[Exercise objective] Word for word, copy the records that follow.

----

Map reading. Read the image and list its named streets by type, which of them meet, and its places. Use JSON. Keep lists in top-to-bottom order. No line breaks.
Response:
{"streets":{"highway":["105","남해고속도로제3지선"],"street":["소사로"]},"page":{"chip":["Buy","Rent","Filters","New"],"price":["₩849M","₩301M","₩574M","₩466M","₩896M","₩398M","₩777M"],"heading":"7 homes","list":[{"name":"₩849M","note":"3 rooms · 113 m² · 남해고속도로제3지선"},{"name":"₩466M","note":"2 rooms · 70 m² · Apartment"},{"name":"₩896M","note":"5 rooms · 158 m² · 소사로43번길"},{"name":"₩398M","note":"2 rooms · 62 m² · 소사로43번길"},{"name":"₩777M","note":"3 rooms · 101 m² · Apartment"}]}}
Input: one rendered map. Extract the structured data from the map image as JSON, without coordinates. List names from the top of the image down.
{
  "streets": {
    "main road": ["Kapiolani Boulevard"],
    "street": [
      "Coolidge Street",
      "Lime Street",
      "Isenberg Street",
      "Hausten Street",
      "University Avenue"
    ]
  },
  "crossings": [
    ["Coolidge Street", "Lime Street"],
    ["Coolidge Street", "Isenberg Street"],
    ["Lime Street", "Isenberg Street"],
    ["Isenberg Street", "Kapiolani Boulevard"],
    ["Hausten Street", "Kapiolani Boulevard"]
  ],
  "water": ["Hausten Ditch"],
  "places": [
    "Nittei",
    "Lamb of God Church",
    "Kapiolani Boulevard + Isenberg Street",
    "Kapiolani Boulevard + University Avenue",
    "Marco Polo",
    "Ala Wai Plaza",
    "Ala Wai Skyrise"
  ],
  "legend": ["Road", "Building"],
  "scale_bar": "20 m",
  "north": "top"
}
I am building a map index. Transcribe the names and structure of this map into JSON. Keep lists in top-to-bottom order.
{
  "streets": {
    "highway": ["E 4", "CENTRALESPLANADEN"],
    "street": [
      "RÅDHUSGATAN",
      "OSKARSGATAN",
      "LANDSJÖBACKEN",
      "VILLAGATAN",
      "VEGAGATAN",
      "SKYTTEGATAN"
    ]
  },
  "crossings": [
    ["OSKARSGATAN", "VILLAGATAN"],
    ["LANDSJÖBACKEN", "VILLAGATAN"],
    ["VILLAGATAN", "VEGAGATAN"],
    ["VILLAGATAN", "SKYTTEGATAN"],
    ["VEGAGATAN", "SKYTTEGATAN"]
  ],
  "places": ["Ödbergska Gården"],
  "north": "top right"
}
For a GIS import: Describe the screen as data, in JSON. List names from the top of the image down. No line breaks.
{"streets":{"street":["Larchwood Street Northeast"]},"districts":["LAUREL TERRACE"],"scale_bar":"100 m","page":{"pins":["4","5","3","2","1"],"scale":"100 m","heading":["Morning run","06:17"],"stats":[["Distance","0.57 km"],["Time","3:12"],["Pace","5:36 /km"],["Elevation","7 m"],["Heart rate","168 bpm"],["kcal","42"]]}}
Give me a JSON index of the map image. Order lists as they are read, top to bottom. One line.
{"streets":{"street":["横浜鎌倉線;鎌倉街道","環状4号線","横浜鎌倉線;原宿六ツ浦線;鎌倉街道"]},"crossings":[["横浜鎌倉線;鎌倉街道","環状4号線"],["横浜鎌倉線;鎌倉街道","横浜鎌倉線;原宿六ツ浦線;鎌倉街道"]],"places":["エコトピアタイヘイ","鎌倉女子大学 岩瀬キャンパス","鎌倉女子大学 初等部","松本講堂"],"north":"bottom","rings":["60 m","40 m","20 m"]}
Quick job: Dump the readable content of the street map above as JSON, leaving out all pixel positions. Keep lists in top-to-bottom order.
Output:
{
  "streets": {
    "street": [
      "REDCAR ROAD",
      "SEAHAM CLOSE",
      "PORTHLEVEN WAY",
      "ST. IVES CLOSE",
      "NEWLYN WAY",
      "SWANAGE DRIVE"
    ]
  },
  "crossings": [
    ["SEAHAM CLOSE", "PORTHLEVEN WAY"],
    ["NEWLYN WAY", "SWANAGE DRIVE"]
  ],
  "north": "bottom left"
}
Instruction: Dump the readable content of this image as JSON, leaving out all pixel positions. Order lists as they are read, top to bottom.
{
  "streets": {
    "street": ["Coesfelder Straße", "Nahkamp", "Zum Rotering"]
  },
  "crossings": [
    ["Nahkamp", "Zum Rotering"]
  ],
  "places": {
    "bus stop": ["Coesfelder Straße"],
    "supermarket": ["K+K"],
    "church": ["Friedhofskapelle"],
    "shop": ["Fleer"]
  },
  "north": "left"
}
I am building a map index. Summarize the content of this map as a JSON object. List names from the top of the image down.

----

[Response]
Map reading. Read the image and list its named streets by type, which of them meet, and its places. Use JSON. Keep lists in top-to-bottom order. No line breaks.
Response:
{"streets":{"highway":["105","남해고속도로제3지선"],"street":["소사로"]},"page":{"chip":["Buy","Rent","Filters","New"],"price":["₩849M","₩301M","₩574M","₩466M","₩896M","₩398M","₩777M"],"heading":"7 homes","list":[{"name":"₩849M","note":"3 rooms · 113 m² · 남해고속도로제3지선"},{"name":"₩466M","note":"2 rooms · 70 m² · Apartment"},{"name":"₩896M","note":"5 rooms · 158 m² · 소사로43번길"},{"name":"₩398M","note":"2 rooms · 62 m² · 소사로43번길"},{"name":"₩777M","note":"3 rooms · 101 m² · Apartment"}]}}
Input: one rendered map. Extract the structured data from the map image as JSON, without coordinates. List names from the top of the image down.
{
  "streets": {
    "main road": ["Kapiolani Boulevard"],
    "street": [
      "Coolidge Street",
      "Lime Street",
      "Isenberg Street",
      "Hausten Street",
      "University Avenue"
    ]
  },
  "crossings": [
    ["Coolidge Street", "Lime Street"],
    ["Coolidge Street", "Isenberg Street"],
    ["Lime Street", "Isenberg Street"],
    ["Isenberg Street", "Kapiolani Boulevard"],
    ["Hausten Street", "Kapiolani Boulevard"]
  ],
  "water": ["Hausten Ditch"],
  "places": [
    "Nittei",
    "Lamb of God Church",
    "Kapiolani Boulevard + Isenberg Street",
    "Kapiolani Boulevard + University Avenue",
    "Marco Polo",
    "Ala Wai Plaza",
    "Ala Wai Skyrise"
  ],
  "legend": ["Road", "Building"],
  "scale_bar": "20 m",
  "north": "top"
}
I am building a map index. Transcribe the names and structure of this map into JSON. Keep lists in top-to-bottom order.
{
  "streets": {
    "highway": ["E 4", "CENTRALESPLANADEN"],
    "street": [
      "RÅDHUSGATAN",
      "OSKARSGATAN",
      "LANDSJÖBACKEN",
      "VILLAGATAN",
      "VEGAGATAN",
      "SKYTTEGATAN"
    ]
  },
  "crossings": [
    ["OSKARSGATAN", "VILLAGATAN"],
    ["LANDSJÖBACKEN", "VILLAGATAN"],
    ["VILLAGATAN", "VEGAGATAN"],
    ["VILLAGATAN", "SKYTTEGATAN"],
    ["VEGAGATAN", "SKYTTEGATAN"]
  ],
  "places": ["Ödbergska Gården"],
  "north": "top right"
}
For a GIS import: Describe the screen as data, in JSON. List names from the top of the image down. No line breaks.
{"streets":{"street":["Larchwood Street Northeast"]},"districts":["LAUREL TERRACE"],"scale_bar":"100 m","page":{"pins":["4","5","3","2","1"],"scale":"100 m","heading":["Morning run","06:17"],"stats":[["Distance","0.57 km"],["Time","3:12"],["Pace","5:36 /km"],["Elevation","7 m"],["Heart rate","168 bpm"],["kcal","42"]]}}
Give me a JSON index of the map image. Order lists as they are read, top to bottom. One line.
{"streets":{"street":["横浜鎌倉線;鎌倉街道","環状4号線","横浜鎌倉線;原宿六ツ浦線;鎌倉街道"]},"crossings":[["横浜鎌倉線;鎌倉街道","環状4号線"],["横浜鎌倉線;鎌倉街道","横浜鎌倉線;原宿六ツ浦線;鎌倉街道"]],"places":["エコトピアタイヘイ","鎌倉女子大学 岩瀬キャンパス","鎌倉女子大学 初等部","松本講堂"],"north":"bottom","rings":["60 m","40 m","20 m"]}
Quick job: Dump the readable content of the street map above as JSON, leaving out all pixel positions. Keep lists in top-to-bottom order.
Output:
{
  "streets": {
    "street": [
      "REDCAR ROAD",
      "SEAHAM CLOSE",
      "PORTHLEVEN WAY",
      "ST. IVES CLOSE",
      "NEWLYN WAY",
      "SWANAGE DRIVE"
    ]
  },
  "crossings": [
    ["SEAHAM CLOSE", "PORTHLEVEN WAY"],
    ["NEWLYN WAY", "SWANAGE DRIVE"]
  ],
  "north": "bottom left"
}
Instruction: Dump the readable content of this image as JSON, leaving out all pixel positions. Order lists as they are read, top to bottom.
{
  "streets": {
    "street": ["Coesfelder Straße", "Nahkamp", "Zum Rotering"]
  },
  "crossings": [
    ["Nahkamp", "Zum Rotering"]
  ],
  "places": {
    "bus stop": ["Coesfelder Straße"],
    "supermarket": ["K+K"],
    "church": ["Friedhofskapelle"],
    "shop": ["Fleer"]
  },
  "north": "left"
}
I am building a map index. Summarize the content of this map as a JSON object. List names from the top of the image down.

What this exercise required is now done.